Send each entry back exactly as given, pictures excluded.

### [Extracted records]
────────────────────────────────────────
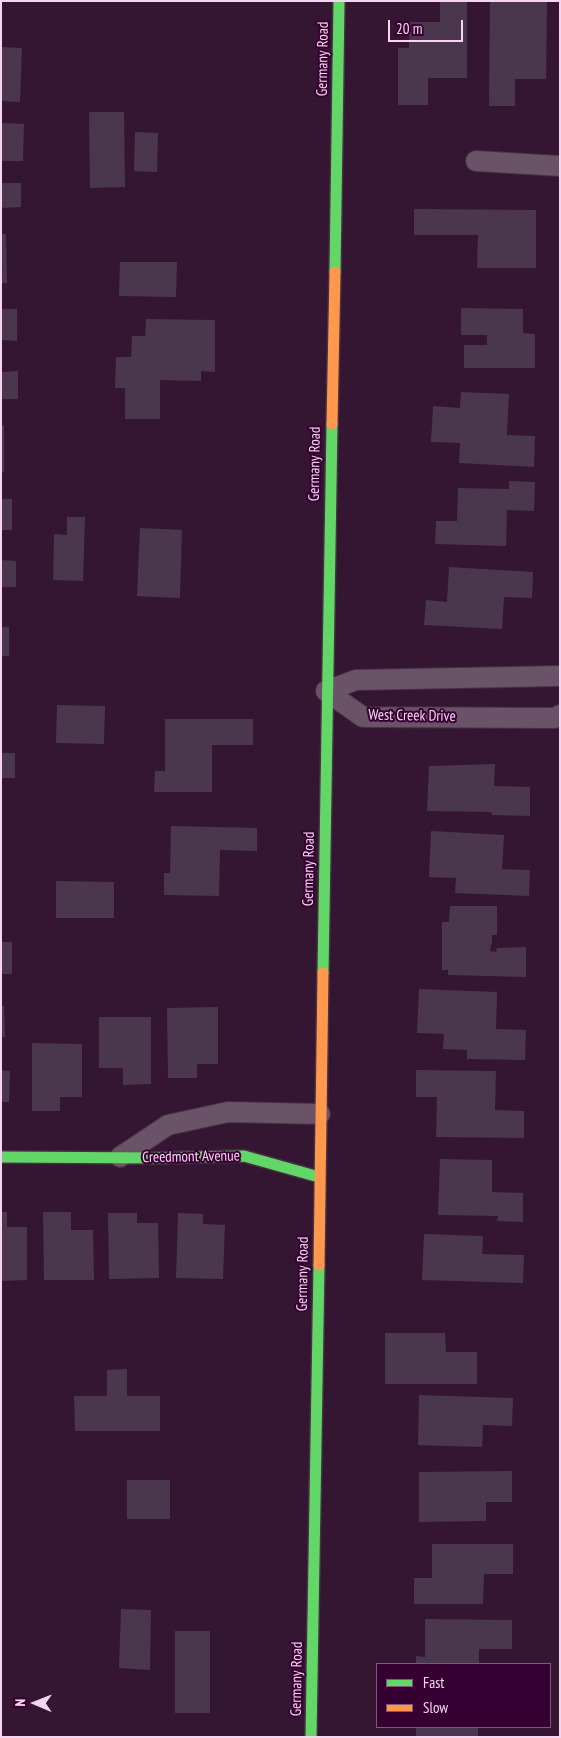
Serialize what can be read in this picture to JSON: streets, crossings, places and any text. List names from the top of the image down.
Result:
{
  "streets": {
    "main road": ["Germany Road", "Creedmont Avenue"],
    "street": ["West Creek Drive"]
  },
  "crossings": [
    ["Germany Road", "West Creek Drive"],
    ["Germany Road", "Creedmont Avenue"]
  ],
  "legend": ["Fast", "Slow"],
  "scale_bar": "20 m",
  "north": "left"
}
────────────────────────────────────────
### [Completed task]
Serialize what can be read in this picture to JSON: streets, crossings, places and any text. List names from the top of the image down.
Result:
{
  "streets": {
    "main road": ["Germany Road", "Creedmont Avenue"],
    "street": ["West Creek Drive"]
  },
  "crossings": [
    ["Germany Road", "West Creek Drive"],
    ["Germany Road", "Creedmont Avenue"]
  ],
  "legend": ["Fast", "Slow"],
  "scale_bar": "20 m",
  "north": "left"
}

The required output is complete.